Rising Stars Dr. Elvin Holt and Dr. Sandra Mayo
Texas State professors launch groundbreaking research on black theatre in Texas
|Dr. Sandra Mayo, center
By Mary-Love Bigony, University Marketing
Drs. Elvin Holt and Sandra Mayo are conducting a statewide research project to preserve the history of black theatre in Texas. Their research will yield two books, a Web-based library of archived materials, and a six-city touring exhibit.
Holt is Professor of English and a specialist in African American literature, and Mayo is Associate Professor of Theatre and Director of Texas State’s Center for Multicultural and Gender Studies.
“Texas has a rich history of black theatre, but it is not well known,” Mayo said. “The Austin newspaper published a list of Texas playwrights, and there were no black playwrights listed. Even the Black Theater Network, a national organization, put out a book on contemporary black playwrights, and they didn’t include a single Texas playwright.”
Mayo said the work of the late Sterling Houston, about whom she has produced two books, is virtually unknown outside of Texas. Nor is the work of other accomplished playwrights. “[Texas State alumnus] Eugene Lee’s plays have been produced all over, including at the Royal Court in London,” she said. “Ted Shine was editor of one of the most-used theatre anthologies, Black Theatre USA.”
|Dr. Elvin Holt|
Holt and Mayo are focusing their research on seven theatres: ProArts Collective in Austin, Hornsby Entertainment Theatre Company and Renaissance Guild in San Antonio, The Black Academy of Arts and Letters in Dallas, the Jubilee Theatre in Fort Worth, and the Ensemble Theatre and the Encore Theatre in Houston.
“Right now, we’re traveling the state and collecting primary documents such as programs, photos, and reviews,” Mayo said. “The program tells you who directed the play, who acted in it, who did the tech work, the dates it was performed. For each theatre we’ll look for a watershed moment or turning point to begin the story. Then we’ll show the breadth and depth of the theatre’s work, how did they did it and how they survived. For example, the Black Academy of Arts and Letters, which now offers star-studded events at its home in the Dallas Convention Center, began by presenting standard theatre performances in small rented spaces from which the troupe was sometimes kicked out.

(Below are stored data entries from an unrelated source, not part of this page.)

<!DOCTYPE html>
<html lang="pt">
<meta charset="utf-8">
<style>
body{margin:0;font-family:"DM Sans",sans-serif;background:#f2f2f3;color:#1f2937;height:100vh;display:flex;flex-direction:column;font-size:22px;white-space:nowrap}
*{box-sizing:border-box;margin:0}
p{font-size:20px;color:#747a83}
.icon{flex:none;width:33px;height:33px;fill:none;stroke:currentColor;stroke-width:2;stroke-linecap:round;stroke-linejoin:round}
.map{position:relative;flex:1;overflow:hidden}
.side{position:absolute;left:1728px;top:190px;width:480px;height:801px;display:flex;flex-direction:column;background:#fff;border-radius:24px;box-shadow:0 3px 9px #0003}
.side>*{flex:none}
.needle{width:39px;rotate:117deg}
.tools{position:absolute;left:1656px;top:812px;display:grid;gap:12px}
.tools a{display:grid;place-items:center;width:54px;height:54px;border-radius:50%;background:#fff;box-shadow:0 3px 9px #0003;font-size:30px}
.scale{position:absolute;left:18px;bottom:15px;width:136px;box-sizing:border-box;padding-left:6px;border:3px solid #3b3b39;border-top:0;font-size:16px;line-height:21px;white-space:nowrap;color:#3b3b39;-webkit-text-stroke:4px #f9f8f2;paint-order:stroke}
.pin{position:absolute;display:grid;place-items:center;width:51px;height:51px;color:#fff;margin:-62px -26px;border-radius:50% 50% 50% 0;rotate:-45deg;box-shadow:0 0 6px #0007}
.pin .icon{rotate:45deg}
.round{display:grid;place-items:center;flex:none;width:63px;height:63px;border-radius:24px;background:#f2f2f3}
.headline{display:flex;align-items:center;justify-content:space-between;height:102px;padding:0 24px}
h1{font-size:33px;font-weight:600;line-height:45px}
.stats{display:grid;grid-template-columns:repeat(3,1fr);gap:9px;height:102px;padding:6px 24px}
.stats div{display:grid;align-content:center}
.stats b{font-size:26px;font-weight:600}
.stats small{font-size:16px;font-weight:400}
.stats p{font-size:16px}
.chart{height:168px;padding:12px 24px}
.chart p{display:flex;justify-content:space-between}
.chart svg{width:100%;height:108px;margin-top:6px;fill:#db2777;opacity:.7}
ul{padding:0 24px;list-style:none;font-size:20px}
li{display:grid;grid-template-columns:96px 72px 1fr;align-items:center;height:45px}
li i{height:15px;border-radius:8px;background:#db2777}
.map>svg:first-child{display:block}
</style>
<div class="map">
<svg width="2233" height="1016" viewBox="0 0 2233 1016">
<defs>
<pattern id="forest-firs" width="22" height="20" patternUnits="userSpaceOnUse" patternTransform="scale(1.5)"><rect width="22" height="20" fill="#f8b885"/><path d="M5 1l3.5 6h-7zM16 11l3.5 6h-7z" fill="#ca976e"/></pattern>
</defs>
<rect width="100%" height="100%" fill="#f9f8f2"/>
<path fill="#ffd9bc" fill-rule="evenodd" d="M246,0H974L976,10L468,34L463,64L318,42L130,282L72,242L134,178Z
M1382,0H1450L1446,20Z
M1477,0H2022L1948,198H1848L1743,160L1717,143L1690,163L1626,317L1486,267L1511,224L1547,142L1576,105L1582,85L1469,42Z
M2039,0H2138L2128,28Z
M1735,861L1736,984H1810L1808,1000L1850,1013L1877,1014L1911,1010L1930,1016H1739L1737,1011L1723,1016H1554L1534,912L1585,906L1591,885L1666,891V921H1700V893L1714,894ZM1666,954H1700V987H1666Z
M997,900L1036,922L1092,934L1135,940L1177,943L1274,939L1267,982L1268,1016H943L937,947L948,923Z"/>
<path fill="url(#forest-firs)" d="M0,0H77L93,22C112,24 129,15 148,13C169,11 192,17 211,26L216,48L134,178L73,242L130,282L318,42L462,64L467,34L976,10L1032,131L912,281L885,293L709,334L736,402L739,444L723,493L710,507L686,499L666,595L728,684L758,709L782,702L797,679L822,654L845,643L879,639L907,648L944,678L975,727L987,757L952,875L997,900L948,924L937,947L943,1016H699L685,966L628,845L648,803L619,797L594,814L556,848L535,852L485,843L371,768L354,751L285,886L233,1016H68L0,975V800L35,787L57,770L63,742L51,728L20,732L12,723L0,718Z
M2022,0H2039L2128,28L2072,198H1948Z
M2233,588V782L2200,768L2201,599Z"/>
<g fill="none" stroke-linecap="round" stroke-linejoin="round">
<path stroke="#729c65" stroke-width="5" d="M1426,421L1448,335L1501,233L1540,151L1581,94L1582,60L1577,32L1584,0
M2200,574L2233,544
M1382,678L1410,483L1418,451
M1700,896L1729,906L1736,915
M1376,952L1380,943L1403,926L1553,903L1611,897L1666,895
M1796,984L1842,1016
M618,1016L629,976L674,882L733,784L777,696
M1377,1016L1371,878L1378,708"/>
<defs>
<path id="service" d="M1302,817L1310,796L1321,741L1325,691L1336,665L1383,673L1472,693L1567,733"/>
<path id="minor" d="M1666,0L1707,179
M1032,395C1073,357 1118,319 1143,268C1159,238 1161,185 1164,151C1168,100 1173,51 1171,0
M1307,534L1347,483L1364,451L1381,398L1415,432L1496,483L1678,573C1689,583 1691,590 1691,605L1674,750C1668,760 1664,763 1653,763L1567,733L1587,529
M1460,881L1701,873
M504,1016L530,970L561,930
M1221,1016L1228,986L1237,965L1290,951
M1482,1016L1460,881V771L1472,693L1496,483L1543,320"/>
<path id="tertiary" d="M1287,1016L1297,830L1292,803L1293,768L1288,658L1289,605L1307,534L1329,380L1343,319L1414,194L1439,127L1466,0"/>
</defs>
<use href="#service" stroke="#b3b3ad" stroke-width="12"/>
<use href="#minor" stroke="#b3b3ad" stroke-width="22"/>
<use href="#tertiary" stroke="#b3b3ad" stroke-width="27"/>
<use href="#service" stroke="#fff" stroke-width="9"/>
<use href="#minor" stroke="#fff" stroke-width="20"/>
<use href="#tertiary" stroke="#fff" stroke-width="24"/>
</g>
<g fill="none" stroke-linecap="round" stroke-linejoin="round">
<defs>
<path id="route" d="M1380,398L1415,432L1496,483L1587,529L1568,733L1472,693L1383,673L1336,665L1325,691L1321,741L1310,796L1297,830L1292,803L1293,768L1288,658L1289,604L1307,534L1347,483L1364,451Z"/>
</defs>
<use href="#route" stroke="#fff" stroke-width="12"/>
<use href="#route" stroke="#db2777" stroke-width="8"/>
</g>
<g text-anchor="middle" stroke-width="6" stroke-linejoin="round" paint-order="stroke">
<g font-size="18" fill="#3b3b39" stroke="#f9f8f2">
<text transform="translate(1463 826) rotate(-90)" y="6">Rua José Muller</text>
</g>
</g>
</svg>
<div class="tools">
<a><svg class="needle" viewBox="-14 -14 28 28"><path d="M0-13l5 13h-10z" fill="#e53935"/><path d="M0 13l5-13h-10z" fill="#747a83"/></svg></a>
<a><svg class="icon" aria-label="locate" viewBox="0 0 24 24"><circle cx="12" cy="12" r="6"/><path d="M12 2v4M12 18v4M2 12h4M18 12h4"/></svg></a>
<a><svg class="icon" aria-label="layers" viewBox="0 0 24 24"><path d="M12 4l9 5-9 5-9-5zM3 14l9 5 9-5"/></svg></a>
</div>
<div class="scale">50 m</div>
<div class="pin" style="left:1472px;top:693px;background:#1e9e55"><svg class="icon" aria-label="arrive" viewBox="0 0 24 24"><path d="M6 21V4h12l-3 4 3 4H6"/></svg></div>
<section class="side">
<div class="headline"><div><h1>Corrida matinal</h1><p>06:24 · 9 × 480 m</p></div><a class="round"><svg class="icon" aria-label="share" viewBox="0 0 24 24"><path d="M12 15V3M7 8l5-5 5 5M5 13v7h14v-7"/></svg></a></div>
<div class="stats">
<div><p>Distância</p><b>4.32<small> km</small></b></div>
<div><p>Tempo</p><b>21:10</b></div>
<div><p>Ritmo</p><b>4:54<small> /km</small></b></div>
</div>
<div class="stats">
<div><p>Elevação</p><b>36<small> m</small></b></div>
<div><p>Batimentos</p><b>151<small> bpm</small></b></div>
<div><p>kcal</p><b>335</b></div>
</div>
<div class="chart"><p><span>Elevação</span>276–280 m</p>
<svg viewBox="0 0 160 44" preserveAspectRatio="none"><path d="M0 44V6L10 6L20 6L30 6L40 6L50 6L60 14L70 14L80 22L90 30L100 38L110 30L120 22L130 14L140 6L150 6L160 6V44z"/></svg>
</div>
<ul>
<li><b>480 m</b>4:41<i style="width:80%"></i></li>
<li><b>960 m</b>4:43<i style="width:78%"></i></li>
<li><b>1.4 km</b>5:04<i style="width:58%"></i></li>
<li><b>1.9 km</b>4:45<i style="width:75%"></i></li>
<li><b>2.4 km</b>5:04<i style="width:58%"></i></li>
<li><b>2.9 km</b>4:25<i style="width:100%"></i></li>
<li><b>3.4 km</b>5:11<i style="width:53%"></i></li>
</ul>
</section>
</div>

Mayo and Holt will produce two books. The first will be a historical narrative that documents the origins and development of black theatre in Texas, with an emphasis on contemporary theatre companies and playwrights. The second will be an anthology of original plays by black Texas playwrights.
“We’ve read more than 25 plays so far, trying to make a decision about which ones will be in the anthology. Sometimes plays are great for production but don’t have literary value. We’re trying to pick the strongest pieces in terms of literature. There are a number of playwrights whose plays have been produced but not published. We will celebrate them in the anthology.”
The professors will also archive the theatres’ programs, photos, reviews, posters, flyers and scripts—pieces that will also comprise a six-city touring exhibit and a web-based archive. Participating archives include the Alkek Library at Texas State, the Carver Museum in Austin, the Black Academy of Arts and Letters in Dallas, Prairie View A&M University, the Fort Worth Public Library and the Institute of Texan Cultures in San Antonio.
According to Mayo, “People from around the world will be able to access this information. We will have links to each of the archival sites, and people will be able to see pictures and documents that tell the stories.”